The 17th Annual Cooperative Housing
Conference will be held on Sunday, November 16, 1997 (see
Coming Events). This Website,
as well as the summer issue of the CNYC Newsletter,
will include a brochure featuring the full line-up of workshop
offerings.
Reviewed below are two presentations
from the 16th annual Cooperative Housing Conference: Improving
Your Building's Bankability and Creating
Rules that Work.
IMPROVING YOUR
BUILDING'S BANKABILITY
Many cooperatives and condominiums, while functioning very well, do not
precisely meet the standard borrowing profile set by lenders. This makes
it difficult for potential purchasers to obtain loans to buy apartments
in the building.
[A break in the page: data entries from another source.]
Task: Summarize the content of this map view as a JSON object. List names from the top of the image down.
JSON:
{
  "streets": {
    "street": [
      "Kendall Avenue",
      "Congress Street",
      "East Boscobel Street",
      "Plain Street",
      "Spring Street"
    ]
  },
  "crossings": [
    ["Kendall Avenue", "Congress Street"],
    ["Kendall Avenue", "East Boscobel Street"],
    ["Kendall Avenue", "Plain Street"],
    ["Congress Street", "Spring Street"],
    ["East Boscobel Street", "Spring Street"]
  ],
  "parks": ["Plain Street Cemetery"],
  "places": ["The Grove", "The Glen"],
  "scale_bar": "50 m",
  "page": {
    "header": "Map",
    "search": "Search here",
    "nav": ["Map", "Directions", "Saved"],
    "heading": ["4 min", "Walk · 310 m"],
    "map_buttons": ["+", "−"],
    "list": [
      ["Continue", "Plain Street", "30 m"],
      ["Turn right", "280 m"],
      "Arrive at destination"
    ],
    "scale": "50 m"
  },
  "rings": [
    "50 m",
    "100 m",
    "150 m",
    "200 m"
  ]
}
But according to Neil Davidowitz, Esq., vice president
of Orsid Realty Company and Patrick Fay, of Bank of New York Mortgage
Company, there are ways to overcome the obstacles and to improve the chances
of bringing financing to your building. This includes a series of practical
guidelines for presenting your building in the best possible light.
To get started, Mr. Davidowitz advises the board to compile a comprehensive
and well-organized packet which includes all the information that a lender
may request about the building, supplemented with documentation that accentuates
all positive features. Lenders refer to this as a "due diligence"
packet. It should include:
1. Cover Letter. A
succinct and readable cover letter should provide a snapshot
of your building, describing its current financing including
underlying mortgage amount(s), the lender, the rate and the
maturity date and the current distribution of units among
homeowners, sponsor, investors and rental tenants. It should
also offer a quick summary of the building's history both
financial and physical, including what work has been done
and what projects are planned. Your goal is to show that this
is a well-run, well-financed building, worthy of the attention
of this lender as it considers share loans. If the building
is seeking underlying financing, the cover letter should describe
how the loan amount will be used.
This cover letter, as well as any accompanying charts and documents you
provide, are your opportunity to stress all that is positive. In many
cases you will use the package to counteract negative impressions that
the bank could derive from information available in public records, including
your own offering plan and its amendments. "It is critical, especially
if your building does not hit many of the so-called standards of the lending
market, to cast your building in its best possible light," says Mr.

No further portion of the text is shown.